With the popularity of apps like Tinder and the fact that most are people choosing to wait until they’re older to settle down these days, it’s official: we’re smack dab in the middle of hook up culture. It’s tough being single and navigating the dating world, especially if casual sex is something you’re trying to avoid. While there’s nothing wrong with loving no strings attached hookups, it’s definitely not for everyone, and that’s okay. Even if it seems like you’re a prude if you aren’t as comfortable with casual sex as everyone else, that isn’t necessarily the case. Some people just need to have feelings for someone before getting naked. Might as well embrace it.
- You’re not afraid to be yourself. Even when everyone else is content to do the casual sex thing, you’re just as fine with admitting you’d rather not have sex at all than have sex with just anyone. You know what you want, and that’s more than a lot of people can say.

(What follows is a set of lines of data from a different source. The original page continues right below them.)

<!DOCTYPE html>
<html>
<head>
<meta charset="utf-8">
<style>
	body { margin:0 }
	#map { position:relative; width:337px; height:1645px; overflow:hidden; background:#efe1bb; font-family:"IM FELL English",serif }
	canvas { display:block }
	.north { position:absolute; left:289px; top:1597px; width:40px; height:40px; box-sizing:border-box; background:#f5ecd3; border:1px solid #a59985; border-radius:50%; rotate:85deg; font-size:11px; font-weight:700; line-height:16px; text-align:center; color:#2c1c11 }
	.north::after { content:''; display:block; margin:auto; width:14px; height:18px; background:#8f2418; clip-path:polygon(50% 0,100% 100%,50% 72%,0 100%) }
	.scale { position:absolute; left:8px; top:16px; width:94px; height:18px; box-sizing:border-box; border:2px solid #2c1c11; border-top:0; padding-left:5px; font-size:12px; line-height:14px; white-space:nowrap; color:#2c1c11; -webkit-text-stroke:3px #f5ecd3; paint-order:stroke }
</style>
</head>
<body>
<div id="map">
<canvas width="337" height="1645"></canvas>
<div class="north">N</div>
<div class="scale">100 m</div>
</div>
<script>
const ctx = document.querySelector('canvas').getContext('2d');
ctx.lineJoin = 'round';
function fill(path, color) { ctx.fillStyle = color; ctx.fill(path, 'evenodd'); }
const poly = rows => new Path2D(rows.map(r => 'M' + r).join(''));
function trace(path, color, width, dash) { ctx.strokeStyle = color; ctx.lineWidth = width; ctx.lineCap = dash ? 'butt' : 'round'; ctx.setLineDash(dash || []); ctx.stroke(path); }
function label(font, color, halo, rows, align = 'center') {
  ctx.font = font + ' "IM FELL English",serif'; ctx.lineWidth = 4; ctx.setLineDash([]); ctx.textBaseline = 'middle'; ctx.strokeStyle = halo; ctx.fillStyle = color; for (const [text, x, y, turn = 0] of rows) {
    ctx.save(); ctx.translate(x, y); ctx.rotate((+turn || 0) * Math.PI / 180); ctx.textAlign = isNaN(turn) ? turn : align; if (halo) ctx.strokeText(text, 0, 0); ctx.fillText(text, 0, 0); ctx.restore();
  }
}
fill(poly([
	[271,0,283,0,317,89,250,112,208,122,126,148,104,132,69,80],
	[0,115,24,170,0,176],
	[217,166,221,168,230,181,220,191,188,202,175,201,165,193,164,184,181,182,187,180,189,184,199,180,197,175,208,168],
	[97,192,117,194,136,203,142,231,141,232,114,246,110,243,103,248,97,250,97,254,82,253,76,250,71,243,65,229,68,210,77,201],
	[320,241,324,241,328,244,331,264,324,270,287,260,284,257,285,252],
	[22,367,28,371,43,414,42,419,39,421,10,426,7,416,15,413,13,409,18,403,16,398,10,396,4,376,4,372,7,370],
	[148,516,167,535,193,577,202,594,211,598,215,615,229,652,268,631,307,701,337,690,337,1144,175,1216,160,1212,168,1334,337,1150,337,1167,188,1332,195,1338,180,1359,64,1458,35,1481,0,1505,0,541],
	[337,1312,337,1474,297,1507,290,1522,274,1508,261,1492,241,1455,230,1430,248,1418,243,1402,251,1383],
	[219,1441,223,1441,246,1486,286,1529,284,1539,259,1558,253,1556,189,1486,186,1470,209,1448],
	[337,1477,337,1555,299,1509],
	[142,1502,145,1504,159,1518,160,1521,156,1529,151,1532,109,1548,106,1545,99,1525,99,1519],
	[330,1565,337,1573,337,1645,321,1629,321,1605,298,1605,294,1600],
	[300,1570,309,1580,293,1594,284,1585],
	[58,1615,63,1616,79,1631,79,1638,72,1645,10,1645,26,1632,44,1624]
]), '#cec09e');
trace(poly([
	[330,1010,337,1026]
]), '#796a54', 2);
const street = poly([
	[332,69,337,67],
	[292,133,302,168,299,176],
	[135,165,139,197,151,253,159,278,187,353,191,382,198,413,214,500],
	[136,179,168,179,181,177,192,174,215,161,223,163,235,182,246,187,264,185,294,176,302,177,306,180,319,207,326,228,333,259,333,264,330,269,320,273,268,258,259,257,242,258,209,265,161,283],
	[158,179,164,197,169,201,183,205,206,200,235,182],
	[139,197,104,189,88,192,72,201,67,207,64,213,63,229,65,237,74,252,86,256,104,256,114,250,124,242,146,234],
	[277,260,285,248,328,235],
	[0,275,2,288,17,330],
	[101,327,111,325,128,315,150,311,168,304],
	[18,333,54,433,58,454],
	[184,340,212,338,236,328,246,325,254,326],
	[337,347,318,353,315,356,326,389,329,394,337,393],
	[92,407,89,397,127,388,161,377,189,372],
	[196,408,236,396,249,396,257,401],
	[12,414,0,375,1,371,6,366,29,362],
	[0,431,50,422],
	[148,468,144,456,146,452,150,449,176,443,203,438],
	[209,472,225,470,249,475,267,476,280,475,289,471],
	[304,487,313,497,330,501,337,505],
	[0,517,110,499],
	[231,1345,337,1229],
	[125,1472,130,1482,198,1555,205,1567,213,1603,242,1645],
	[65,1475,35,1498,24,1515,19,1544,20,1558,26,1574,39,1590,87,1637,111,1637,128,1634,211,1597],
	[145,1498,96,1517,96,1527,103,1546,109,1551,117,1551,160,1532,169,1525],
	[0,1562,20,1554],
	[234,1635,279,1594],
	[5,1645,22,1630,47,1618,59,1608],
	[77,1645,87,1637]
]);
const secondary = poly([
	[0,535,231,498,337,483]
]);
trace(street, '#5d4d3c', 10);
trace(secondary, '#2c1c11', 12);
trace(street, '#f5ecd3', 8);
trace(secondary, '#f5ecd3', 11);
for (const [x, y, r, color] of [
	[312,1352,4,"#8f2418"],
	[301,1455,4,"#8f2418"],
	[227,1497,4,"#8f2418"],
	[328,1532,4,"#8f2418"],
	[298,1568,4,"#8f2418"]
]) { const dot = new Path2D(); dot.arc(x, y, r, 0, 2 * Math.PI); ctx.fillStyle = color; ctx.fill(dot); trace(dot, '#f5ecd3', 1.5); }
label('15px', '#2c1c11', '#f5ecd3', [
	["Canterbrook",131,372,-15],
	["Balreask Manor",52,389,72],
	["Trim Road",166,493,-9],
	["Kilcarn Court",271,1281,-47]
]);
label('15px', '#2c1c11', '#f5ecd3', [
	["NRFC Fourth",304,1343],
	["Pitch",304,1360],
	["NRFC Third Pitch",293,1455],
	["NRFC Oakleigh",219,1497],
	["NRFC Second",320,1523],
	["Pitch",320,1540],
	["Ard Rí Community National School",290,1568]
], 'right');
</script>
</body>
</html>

- You’re not following the crowd. Hooking up may be trendy right now, but that doesn’t mean you have to follow that trend. Just hearing your friends’ stories is enough to satisfy you curiosity, and confirm that casual sex is one bandwagon you have no interest in jumping on.
- You never regret sleeping with someone. All your friends who wake up the next morning next to someone they never would have dreamed of sleeping with before joining the hookup movement are going to be envious of your clear conscience.
- You won’t be pressured. This doesn’t mean guys won’t try to convince you, but you’ll be a lot less likely to give in if you’re comfortable in your decision to stay in the no hookup zone.
- When you do have sex, it means something. If you get to know someone before you have sex with them, chances are you have some kind of feelings for them. You’ll feel a lot better knowing he at least cares about you a little bit, even if it doesn’t necessarily mean you’re in a serious relationship. At least the potential is there.
- You’ll have a lot less terrible sex. The fact that you aren’t comfortable sleeping with guys you don’t know very well probably doesn’t make casual sex very appealing. Even if you’ve tried it, it probably wasn’t the mind-blowing, uninhibited, no-strings-attached sex you imagined it to be. Some say any sex is better than no sex at all, but for most women, that isn’t even close to being the case.
- You won’t get attached to guys that don’t care about you. Guys are a lot better at separating sex and feelings than girls are. We’re definitely capable of it in the right circumstances, but if you’re having amazing regular sex with someone, chances are you’re going to start to get attached. And chances are he won’t return your feelings.
- You can take care of yourself. Just because you aren’t having sex doesn’t mean you aren’t satisfied. You’ve probably figured out how to get yourself off on your own, which means you’ll know exactly what you like the next time you’re with a guy.
- The right guy will be willing to wait. You don’t want the type of guy who sleeps with a new girl every weekend. You want one who wants to get to know people, and doesn’t categorize every girl based on what she’s like in bed. Once you find that guy, you’ll be able to move slowly together and have sex when you’re both ready.